Run the commands below to apply the watsonx.ai configuration into the file local_config.env:
echo "WATSONX_API_KEY=$WATSONX_API_KEY" >> $INSTALL_DIR/ibm-concert-std/etc/local_config.env
echo "WATSONX_API_PROJECT_ID=$WATSONX_API_PROJECT_ID" >> $INSTALL_DIR/ibm-concert-std/etc/local_config.env
echo "WATSONX_API_URL=$WATSONX_API_URL" >> $INSTALL_DIR/ibm-concert-std/etc/local_config.env
Finally, run the two commands below one by one to restart the py-utils service to apply the changes:
In the last start_service command, you can ignore one or more warnings WARN[0000] Failed to mount subscriptions ...
$INSTALL_DIR/ibm-concert-std/bin/stop_service ibm-roja-py-utils
$INSTALL_DIR/ibm-concert-std/bin/start_service ibm-roja-py-utils
3.9 Forcing Red Hat Security Advisories (RHSA)
As this Lab runs on TechZone infrastructure, there is a chance that the RHEL VMs may not have any vulnerabilities (e.g. everything has been already patched).
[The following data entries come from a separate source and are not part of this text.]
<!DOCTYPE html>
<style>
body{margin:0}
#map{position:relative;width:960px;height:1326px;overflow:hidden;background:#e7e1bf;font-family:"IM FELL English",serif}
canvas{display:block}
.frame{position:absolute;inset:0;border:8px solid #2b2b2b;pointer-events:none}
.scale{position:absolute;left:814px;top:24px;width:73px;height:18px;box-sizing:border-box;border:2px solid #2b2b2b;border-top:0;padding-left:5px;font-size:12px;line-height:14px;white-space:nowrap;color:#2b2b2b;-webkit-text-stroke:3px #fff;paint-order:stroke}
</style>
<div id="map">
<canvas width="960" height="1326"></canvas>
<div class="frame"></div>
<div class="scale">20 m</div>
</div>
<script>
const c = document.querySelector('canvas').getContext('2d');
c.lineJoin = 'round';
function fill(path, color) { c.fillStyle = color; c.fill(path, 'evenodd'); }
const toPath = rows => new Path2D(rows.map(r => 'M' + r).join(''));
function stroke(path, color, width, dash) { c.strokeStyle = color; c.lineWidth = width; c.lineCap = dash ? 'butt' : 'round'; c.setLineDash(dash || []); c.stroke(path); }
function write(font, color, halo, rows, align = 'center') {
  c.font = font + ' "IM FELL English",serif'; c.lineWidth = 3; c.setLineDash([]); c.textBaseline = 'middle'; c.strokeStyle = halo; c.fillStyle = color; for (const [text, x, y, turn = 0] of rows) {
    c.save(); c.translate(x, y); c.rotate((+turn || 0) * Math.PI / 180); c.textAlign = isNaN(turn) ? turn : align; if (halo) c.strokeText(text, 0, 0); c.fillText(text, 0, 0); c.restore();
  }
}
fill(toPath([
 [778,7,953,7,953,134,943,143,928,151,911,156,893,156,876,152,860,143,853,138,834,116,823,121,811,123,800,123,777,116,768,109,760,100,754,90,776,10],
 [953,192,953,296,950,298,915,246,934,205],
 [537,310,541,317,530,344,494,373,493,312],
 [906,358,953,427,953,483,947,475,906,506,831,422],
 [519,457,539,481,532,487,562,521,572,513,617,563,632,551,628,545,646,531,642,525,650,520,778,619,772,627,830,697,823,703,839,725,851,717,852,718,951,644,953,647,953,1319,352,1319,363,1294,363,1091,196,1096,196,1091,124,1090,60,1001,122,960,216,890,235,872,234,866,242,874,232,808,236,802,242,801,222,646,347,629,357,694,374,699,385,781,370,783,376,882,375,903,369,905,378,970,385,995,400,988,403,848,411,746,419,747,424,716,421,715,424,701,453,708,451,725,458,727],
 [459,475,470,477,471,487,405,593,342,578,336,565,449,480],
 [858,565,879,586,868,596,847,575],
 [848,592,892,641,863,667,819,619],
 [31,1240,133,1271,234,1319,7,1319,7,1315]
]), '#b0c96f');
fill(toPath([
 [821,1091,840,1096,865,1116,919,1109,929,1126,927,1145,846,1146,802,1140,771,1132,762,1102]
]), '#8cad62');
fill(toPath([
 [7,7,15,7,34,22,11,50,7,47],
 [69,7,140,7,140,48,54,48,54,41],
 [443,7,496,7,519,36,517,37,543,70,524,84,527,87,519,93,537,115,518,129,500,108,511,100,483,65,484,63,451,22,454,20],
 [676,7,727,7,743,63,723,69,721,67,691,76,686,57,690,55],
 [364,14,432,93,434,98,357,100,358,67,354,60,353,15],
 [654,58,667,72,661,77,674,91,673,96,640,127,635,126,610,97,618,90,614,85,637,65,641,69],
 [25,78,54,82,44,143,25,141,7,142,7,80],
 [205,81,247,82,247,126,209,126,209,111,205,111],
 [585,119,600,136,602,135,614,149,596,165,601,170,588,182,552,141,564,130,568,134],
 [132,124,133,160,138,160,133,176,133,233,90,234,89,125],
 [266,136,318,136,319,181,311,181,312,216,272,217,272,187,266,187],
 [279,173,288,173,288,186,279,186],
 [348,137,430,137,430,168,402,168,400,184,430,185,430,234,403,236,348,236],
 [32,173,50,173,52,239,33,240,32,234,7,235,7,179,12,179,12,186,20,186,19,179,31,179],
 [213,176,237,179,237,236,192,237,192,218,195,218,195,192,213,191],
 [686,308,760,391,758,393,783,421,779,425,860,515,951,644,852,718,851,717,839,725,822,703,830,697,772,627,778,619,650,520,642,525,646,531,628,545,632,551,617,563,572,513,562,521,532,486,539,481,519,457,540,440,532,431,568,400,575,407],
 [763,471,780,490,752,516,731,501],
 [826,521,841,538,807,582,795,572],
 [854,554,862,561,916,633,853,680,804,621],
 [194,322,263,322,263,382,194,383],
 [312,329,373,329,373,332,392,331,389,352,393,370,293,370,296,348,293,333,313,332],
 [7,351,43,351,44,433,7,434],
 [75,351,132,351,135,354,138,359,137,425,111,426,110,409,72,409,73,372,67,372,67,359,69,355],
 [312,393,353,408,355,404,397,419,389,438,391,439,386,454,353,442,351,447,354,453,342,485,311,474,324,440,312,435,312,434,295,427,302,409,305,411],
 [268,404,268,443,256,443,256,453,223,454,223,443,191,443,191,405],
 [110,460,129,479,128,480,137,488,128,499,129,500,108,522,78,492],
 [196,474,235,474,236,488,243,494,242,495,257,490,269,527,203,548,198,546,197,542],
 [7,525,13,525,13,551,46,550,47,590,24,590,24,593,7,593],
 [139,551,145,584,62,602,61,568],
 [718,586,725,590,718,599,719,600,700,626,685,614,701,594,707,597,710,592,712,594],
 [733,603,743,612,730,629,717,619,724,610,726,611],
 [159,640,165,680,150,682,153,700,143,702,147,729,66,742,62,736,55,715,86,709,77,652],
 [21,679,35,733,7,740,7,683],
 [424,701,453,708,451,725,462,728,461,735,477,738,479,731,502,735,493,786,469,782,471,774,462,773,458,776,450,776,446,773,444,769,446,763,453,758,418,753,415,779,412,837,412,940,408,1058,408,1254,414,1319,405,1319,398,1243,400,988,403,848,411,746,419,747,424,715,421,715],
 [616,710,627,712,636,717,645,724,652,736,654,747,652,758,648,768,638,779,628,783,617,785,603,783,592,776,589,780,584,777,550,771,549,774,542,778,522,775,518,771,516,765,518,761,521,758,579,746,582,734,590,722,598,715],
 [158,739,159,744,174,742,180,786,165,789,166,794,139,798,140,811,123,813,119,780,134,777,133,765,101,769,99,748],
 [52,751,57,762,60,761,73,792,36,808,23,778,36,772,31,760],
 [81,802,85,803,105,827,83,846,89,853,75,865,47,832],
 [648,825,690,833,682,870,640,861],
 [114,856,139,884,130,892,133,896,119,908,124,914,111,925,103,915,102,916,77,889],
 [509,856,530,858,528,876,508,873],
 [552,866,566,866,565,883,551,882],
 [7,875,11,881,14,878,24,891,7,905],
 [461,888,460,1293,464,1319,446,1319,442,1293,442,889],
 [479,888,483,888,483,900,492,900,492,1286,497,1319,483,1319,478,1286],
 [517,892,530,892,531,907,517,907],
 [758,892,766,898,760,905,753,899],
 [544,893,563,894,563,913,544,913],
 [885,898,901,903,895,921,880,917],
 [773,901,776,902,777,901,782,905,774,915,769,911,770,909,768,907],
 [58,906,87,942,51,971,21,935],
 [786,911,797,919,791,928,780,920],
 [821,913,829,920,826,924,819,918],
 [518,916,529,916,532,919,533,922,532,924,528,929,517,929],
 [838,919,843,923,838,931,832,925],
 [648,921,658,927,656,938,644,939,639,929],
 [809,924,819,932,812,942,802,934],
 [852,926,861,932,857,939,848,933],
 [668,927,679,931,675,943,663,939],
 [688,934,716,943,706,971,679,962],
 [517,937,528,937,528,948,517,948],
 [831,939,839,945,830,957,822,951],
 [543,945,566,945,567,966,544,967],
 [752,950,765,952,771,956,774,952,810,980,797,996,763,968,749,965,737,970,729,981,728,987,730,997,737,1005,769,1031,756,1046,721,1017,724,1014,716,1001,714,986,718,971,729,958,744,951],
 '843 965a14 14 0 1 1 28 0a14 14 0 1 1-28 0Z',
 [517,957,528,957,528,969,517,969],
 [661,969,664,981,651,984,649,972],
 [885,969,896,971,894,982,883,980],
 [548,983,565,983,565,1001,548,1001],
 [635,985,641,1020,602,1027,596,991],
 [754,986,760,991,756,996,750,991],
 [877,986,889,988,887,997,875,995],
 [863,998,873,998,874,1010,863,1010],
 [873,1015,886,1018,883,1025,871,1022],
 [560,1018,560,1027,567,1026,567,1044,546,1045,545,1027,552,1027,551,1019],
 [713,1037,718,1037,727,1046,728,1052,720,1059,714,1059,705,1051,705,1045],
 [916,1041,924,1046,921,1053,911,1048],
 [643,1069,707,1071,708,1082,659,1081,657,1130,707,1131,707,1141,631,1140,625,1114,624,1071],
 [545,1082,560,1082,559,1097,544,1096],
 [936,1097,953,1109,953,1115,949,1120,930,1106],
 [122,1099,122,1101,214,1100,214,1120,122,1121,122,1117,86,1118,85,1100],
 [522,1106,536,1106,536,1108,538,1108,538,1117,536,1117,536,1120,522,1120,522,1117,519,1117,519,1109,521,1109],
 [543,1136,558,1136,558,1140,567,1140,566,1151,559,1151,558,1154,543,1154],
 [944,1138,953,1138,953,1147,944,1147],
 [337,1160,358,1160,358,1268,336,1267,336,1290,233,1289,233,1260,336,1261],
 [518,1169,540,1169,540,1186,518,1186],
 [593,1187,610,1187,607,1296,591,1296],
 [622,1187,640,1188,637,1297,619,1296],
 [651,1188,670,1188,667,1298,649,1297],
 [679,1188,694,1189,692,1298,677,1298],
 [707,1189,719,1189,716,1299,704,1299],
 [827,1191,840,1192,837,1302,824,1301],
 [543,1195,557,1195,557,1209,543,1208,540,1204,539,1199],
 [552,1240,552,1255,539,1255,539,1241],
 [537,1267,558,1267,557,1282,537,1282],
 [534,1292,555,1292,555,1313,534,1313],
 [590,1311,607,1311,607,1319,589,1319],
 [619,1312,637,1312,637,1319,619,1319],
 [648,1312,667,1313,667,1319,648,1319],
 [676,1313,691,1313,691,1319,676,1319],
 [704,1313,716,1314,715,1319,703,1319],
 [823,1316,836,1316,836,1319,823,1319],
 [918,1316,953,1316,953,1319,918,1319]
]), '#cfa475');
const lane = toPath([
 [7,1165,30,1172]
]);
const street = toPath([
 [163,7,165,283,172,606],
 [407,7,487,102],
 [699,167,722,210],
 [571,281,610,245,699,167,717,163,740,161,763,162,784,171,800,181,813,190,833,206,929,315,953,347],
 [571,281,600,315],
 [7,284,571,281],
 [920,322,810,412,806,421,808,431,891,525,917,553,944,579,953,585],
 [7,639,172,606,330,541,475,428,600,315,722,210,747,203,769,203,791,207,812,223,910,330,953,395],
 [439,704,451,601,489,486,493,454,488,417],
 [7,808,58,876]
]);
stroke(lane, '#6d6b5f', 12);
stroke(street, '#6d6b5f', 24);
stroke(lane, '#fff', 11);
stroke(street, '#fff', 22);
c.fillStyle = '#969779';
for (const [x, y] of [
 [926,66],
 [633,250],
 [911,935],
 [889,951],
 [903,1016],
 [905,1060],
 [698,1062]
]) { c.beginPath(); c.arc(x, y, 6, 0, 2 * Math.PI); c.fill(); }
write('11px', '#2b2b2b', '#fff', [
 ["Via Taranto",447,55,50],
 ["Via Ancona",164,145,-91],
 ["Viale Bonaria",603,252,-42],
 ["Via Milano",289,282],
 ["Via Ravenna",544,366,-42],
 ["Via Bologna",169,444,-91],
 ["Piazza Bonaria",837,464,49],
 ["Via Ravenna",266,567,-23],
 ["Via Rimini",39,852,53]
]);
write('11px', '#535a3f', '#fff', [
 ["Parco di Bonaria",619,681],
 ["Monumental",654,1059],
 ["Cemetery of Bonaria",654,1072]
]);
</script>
To ensure that we have a vulnerable version of RHEL libraries on the demo-apps VM, we will force a downgrade of the ghostscript package to a version that has known exploits (ghostscript is an open-source interpreter for PostScript and PDF files). This will allow us to demonstrate the patch management capabilities of Concert in later sections of the lab. This open source package downgrade will trigger RHSA-2025:7586.
Run these commands:
# connect to the demo-apps VM from the Bastion host using SSH
ssh jammer@demo-apps
# downgrade the current version of ghostscript installed.
# You may get a message that the version is already the same as the one we are downgrading to (nothing to do)
sudo dnf downgrade -y ghostscript-9.54.0-14.el9_3.x86_64
# verify the downgrade was successful by checking the installed version of ghostscript
rpm -q ghostscript
# exit the ssh session to the demo-apps VM
exit
3.10 Enable Firefox Menu Bar
To enable the menu bar in Firefox, Right-click any empty space in the tab bar (or top toolbar) and check Menu Bar.
Make sure to fill and save the credentials file as described in this section. Do not skip any of the steps, as the credentials will be required for later sections of the lab.
Tip: keep the credentials file window open for easy access during the Lab.